1. I was given contradictory information by a member of Mr **s team. My partner and I had no reason to doubt what he told us - that the cyst could cause a miscarriage and / or complications - so we stopped trying for a baby.

2. Because of being given false information I have undergone an unnecessary procedure. Perhaps if we had been seen by Mr ** himself prior to the operation, he would have realised I did not actually need the operation.

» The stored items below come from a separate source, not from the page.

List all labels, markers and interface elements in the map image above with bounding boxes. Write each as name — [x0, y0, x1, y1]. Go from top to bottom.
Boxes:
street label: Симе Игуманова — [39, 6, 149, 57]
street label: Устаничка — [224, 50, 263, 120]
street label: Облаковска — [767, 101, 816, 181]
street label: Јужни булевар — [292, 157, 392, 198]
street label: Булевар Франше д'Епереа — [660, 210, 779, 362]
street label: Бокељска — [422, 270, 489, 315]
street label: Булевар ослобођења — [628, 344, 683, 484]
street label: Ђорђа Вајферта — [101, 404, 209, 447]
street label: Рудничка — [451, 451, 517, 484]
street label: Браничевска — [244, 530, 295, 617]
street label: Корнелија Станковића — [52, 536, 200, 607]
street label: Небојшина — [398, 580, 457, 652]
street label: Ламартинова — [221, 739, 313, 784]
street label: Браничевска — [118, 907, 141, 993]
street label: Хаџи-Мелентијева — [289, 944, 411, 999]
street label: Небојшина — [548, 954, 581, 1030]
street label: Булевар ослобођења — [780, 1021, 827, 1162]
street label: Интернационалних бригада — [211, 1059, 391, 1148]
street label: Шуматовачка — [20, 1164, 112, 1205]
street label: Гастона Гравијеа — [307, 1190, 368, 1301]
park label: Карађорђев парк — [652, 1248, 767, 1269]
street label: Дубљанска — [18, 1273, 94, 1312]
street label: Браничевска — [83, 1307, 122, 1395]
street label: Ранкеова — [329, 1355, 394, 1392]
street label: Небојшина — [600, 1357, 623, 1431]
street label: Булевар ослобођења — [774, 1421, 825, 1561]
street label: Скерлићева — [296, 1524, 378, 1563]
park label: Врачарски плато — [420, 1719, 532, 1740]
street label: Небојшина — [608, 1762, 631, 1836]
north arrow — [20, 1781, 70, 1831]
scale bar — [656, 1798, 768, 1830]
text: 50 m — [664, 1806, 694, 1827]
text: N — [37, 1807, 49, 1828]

3. My partner and I have suffered a huge amount of stress caused by; Having to attend the antenatal clinic on a number of occasions post miscarriage, The fear that getting pregnant could result in a further miscarriage, The thought of having an operation and a general anaesthetic; especially as my father had died during a routine operation, The lumps that appeared under the skin following the operation and led me to visit my GP on the 9th May (haematoma). The trauma of the miscarriage seems to be never ending. Since November I have been seeing a Community Mental Health Nurse approximately twice a month and all of this has done nothing to relieve the pressure.

4. I should like to also draw your attention to the fact that my outpatients’ appointments were in the same place (Maternity Unit) as where I had my 13 week scan and was told I had lost the baby. When a couple walked past with what was obviously their scan photo I could not help but cry. The doctor asked ‘Why are you upset?’ (October 2007). I find it distressing that women who have had miscarriages are seen in the same place as (and surrounded by) pregnant women. I was also upset that my doctor obviously did not know how and when the cyst was found.

5. We have had to finance travel expenses, car parking, petrol, and we have had to have time off work and college which we now know were unnecessary.

Well, it certainly says how we felt, so I shall see what they say in reply. Following the Op I did speak to a couple of solicitors with regards to claiming for Medical Negligence but apparently the NHS has to accept responsibility which they rarely do, but I shall feel better if they at least try and address the issues I have raised. I will - of course - keep the blog updated as to any developments.